The lost learning time, particularly in the younger grades, translates into weaker mathematics and reading skills, and these become long-term deficits for students even years down the road, according to the new report publish last year.
Those findings are consistent with a recent study by the University of Chicago’s Consortium on Chicago School Research, which found that preschoolers who were chronically absent had weaker social-emotional development, and more trouble with basic academic skills later on, than their peers with better attendance.
“Chronic absenteeism” is defined by the researchers as missing at least 10 percent of instructional time over the course of an academic year. That’s about 18 days. Recent research found that in American schools, one in ten kindergarten and first- graders are meeting that threshold, which amounts to a month of instructional days. The Everyone Graduates Center at Johns Hopkins University conservatively estimates that 10 to 15 percent of the nation’s K-12 population is not attending school on a regular basis.
While it’s a truism that children can’t learn when they’re not in school, historically chronic absenteeism hasn’t received much attention in the broader debate over how to improve outcomes for students. That is beginning to change as schools search for ways to improve learning outcomes. At Swan Christian College we have commenced a monitoring program designed to tell us more about student absentee patterns and the impact it has on their learning.

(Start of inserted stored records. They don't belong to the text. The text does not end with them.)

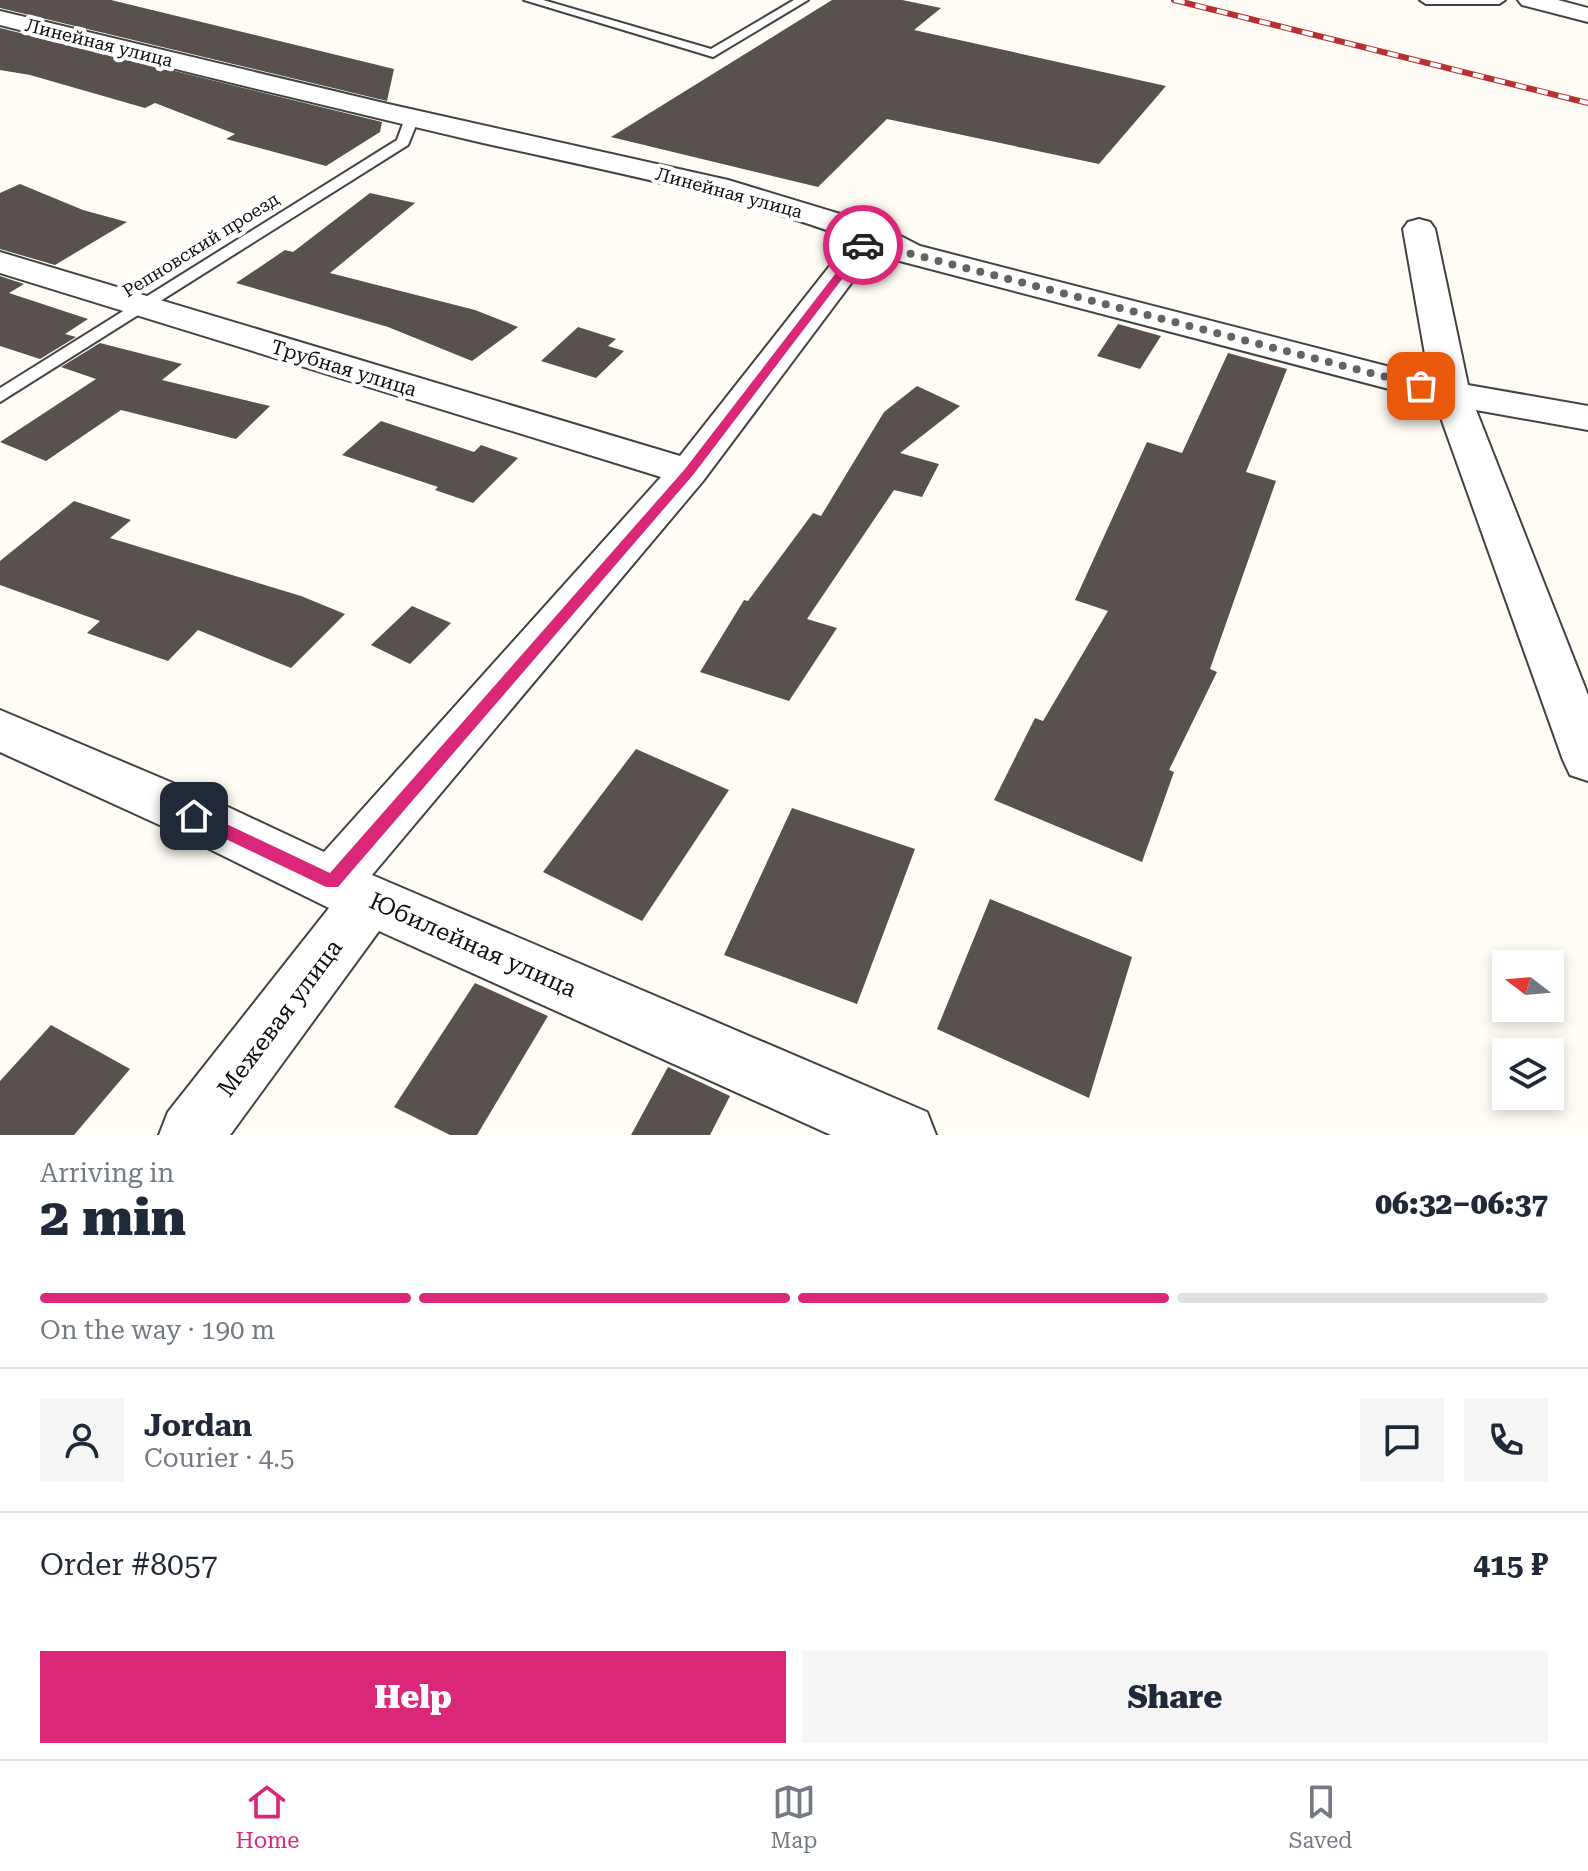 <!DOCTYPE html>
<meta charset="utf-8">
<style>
:root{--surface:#fff;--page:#f6f6f7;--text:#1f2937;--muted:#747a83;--line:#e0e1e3;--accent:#db2777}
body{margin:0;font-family:"Roboto Serif",serif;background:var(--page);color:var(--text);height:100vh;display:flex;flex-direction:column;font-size:30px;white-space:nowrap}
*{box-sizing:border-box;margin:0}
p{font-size:26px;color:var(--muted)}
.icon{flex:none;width:44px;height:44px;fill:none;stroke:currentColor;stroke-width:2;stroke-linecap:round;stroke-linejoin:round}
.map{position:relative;height:1135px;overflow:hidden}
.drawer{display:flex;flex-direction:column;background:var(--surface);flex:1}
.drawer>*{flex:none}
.needle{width:52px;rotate:286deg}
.fabs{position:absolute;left:1492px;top:950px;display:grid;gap:16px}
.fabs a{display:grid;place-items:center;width:72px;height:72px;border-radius:0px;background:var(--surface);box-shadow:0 4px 12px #0003;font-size:40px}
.pin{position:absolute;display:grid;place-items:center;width:68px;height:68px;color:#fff;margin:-34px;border-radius:16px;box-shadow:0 4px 12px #0006}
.courier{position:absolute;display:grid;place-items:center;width:80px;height:80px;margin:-40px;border:6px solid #db2777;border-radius:50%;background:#fff;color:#222;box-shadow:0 2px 10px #0007}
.overview em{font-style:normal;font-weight:800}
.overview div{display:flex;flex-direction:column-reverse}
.overview{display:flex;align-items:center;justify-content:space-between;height:136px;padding:0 40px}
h1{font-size:52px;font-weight:800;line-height:60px}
.bar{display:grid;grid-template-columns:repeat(4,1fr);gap:12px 8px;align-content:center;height:96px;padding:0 40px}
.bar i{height:10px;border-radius:6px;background:var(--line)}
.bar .current{background:var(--accent)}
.bar p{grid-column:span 4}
.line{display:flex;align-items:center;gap:20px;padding:0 40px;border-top:2px solid var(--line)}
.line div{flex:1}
.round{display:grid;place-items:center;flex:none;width:84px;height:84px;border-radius:0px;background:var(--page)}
.button{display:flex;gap:16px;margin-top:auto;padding:16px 40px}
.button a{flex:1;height:92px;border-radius:0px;background:var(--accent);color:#fff;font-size:32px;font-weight:800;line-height:92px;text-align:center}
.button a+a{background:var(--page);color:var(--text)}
.menu{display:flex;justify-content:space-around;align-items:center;height:112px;border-top:2px solid var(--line);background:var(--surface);font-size:22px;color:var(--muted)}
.menu a{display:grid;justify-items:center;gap:4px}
.menu .current{color:var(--accent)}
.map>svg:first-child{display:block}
.building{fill:#58514d}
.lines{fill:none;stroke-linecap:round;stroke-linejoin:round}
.lane-casing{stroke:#434343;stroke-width:4}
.street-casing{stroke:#434343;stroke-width:4}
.lane{fill:#fff;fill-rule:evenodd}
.street{fill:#fff;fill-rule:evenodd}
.rail-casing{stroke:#b83036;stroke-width:6}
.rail{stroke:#fff;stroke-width:4;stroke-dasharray:11;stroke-linecap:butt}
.route{fill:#db2777}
.done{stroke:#636360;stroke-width:8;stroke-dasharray:0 14.4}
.labels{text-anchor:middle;stroke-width:8;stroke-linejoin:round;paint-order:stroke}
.far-street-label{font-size:18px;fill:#101010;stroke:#fff}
.street-label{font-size:20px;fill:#101010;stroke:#fff}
.near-street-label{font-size:24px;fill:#101010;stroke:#fff}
</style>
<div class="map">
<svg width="1588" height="1135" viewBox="0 0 1588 1135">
<rect width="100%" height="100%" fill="#fefcf4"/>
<g class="building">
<polygon points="0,0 111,0 394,69 387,101 0,8"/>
<polygon points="832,0 902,0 941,8 914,30 1166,86 1099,164 887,119 818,187 611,137"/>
<polygon points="0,28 382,122 380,132 326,166 226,139 235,134 155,103 145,108 30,75 0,70"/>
<polygon points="20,184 83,210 127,222 55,265 0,249 0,193"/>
<polygon points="370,193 415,203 330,273 475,310 518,327 472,361 388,327 236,283 285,250 293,252"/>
<polygon points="0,276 24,284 9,293 88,319 65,334 76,337 40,359 0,346"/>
<polygon points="1118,324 1161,336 1140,369 1097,356"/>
<polygon points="578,327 616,339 608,346 624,351 596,378 541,361"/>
<polygon points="100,343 182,364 162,380 270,406 236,439 121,410 46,461 0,442 96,379 61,367"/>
<polygon points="1228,353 1287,369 1246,472 1276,481 1210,669 1217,672 1169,770 1174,772 1142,862 994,800 1035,718 1043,721 1108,611 1075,600 1147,442 1182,453"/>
<polygon points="917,386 960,406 900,453 939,464 922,497 894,490 807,619 837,628 789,701 700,672 744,600 748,601 813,513 821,516 884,412"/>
<polygon points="381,421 474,452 481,445 518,458 473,503 435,490 438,487 342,455"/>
<polygon points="74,501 131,520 110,538 301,596 345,614 291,668 198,630 168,661 87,633 100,621 0,585 0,561"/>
<polygon points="412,606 451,623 410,664 371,645"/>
<polygon points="636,749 729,790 642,921 543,872"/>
<polygon points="792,808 915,849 857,1004 724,955"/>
<polygon points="990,899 1132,957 1089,1098 937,1029"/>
<polygon points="475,983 548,1016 477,1135 450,1135 394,1107"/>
<polygon points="51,1025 130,1069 74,1135 0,1135 0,1081"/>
<polygon points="668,1067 730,1096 710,1135 631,1135"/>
</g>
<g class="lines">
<defs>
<g id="lane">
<polygon points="524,0 543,0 711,49 794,0 808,0 713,57"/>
<polygon points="1420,0 1505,0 1499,4 1426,4"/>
<polygon points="412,114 419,118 408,145 0,402 0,388 397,140 405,118"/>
</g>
<g id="street">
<polygon points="1518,0 1558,0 1588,8 1588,22 1522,5"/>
<path d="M0,11l388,93 340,76 155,47 37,19 509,131 -26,-148 5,-7 11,-3 11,3 5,7 33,156 120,21v24l-112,-20 112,285v86l-18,-6 -7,-15 -128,-359 -539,-141 -20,-10 -173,231 -331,394 555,237 9,23h-105l-452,-204 -149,204h-71l9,-23 161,-204 -154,-76 -175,-80v-42l213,90 111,52 337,-375 -661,-204v-21l680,204 171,-217c-119,-45 -244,-68 -368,-96 -162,-38 -322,-77 -483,-118z"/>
</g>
</defs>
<use href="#lane" class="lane-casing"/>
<use href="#street" class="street-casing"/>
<use href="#lane" class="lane"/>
<use href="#street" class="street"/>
<defs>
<polyline id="rail" points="1174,0 1588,103"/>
</defs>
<use href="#rail" class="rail-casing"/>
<use href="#rail" class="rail"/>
</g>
<polygon class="route" points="859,243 868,245 693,475 338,887 326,887 188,821 188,811 199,811 330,873 685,469"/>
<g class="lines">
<polyline class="done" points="863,245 872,234 908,253 1421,386"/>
</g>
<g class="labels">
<g class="far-street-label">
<text transform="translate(99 43) rotate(14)" y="6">Линейная улица</text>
<text transform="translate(729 193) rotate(15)" y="6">Линейная улица</text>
<text transform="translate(201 245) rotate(-32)" y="6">Репновский проезд</text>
</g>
<g class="street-label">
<text transform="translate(344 368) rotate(17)" y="7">Трубная улица</text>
</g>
<g class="near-street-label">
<text transform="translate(473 945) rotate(24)" y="8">Юбилейная улица</text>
<text transform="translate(280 1018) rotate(-53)" y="8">Межевая улица</text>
</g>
</g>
</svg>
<div class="fabs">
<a><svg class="needle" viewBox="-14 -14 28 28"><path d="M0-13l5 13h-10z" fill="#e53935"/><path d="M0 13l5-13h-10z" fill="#747a83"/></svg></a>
<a><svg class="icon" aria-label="layers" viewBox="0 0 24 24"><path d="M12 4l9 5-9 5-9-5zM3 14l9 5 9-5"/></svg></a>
</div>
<div class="pin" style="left:1421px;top:386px;background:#ea580c"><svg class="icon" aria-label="bag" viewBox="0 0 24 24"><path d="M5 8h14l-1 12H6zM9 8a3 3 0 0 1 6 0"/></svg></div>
<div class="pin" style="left:194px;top:816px;background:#1f2937"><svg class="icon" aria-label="home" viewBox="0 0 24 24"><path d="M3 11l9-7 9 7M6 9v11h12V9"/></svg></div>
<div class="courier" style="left:863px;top:245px"><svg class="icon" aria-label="car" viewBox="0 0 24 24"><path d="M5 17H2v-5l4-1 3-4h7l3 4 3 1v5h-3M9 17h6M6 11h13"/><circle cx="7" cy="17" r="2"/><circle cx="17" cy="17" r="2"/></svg></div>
</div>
<section class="drawer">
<div class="overview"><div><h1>2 min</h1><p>Arriving in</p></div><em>06:32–06:37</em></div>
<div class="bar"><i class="current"></i><i class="current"></i><i class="current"></i><i></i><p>On the way · 190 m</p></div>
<div class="line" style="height:144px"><a class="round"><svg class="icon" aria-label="person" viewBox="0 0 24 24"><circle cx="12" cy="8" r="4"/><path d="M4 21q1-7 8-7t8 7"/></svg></a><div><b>Jordan</b><p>Courier · 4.5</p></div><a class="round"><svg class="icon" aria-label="chat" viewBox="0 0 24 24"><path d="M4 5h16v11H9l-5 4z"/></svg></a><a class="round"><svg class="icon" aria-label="phone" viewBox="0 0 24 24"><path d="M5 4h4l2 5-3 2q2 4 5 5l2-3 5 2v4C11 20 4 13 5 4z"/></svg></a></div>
<div class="line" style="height:104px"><div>Order #8057</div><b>415 ₽</b></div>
<div class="button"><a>Help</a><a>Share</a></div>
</section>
<nav class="menu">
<a class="current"><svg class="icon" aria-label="home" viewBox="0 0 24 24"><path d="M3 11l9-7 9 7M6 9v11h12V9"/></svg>Home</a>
<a><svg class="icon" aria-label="map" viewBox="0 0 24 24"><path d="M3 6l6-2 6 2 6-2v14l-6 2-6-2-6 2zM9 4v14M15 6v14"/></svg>Map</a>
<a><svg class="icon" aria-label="saved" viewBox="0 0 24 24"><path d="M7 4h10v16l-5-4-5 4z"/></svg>Saved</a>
</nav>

Our initial goal is to build awareness of the importance of monitoring attendance so all students have the chance to learn and succeed. We need to start right away to connect students who are struggling with poor attendance with positive, engaging supports and to activities that will motivate them to attend class every day. Parents are welcome to contact us if they feel they have a problem getting their child to school on a regular basis.
As we go into the mid-year break, I would like to wish all students a happy and relaxing holiday and look forward to seeing you all back here ready to learn and be the best you can in second semester.